**Required work**
Wherever the string "order" appears in the listing, copy that line.

**Data shown**
=-=-=-=-=
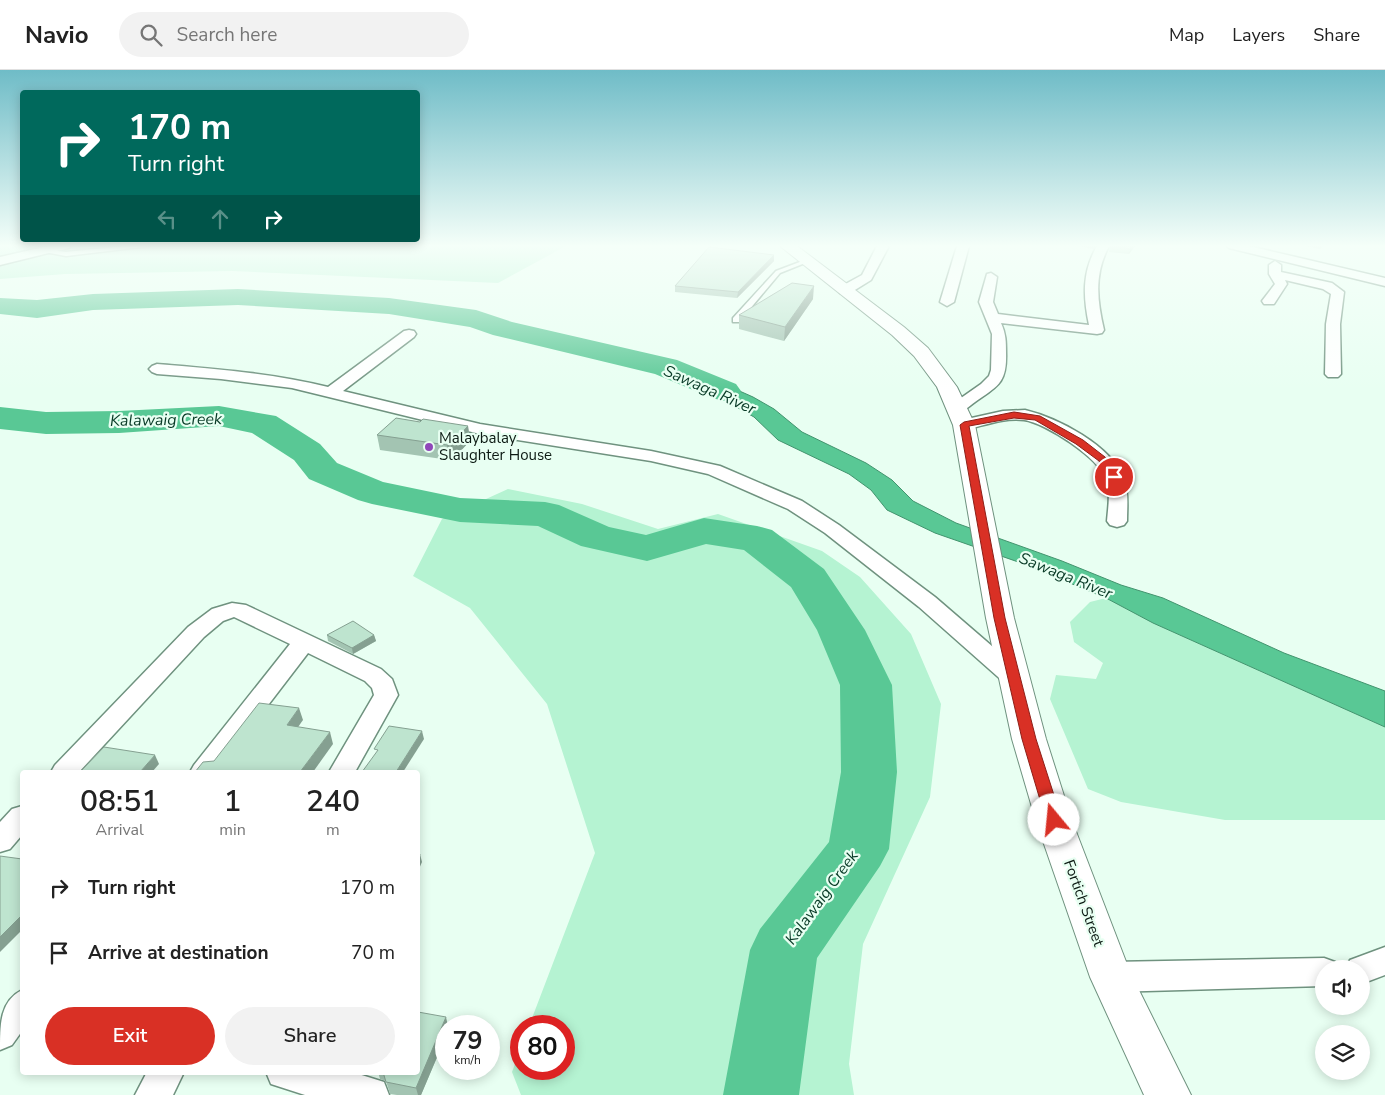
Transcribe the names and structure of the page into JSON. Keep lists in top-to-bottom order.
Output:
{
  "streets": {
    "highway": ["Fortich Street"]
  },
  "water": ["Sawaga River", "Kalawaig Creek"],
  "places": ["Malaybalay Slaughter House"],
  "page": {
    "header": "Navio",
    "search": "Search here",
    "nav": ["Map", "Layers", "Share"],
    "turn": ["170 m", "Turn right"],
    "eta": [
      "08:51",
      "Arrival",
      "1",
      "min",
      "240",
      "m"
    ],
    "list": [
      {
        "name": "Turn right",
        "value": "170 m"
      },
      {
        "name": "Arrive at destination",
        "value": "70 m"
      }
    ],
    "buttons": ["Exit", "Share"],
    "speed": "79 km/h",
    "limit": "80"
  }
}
=-=-=-=-=
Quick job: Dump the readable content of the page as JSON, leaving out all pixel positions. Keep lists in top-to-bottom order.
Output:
=-=-=-=-=
**Response for this exercise**
Transcribe the names and structure of the page into JSON. Keep lists in top-to-bottom order.
Quick job: Dump the readable content of the page as JSON, leaving out all pixel positions. Keep lists in top-to-bottom order.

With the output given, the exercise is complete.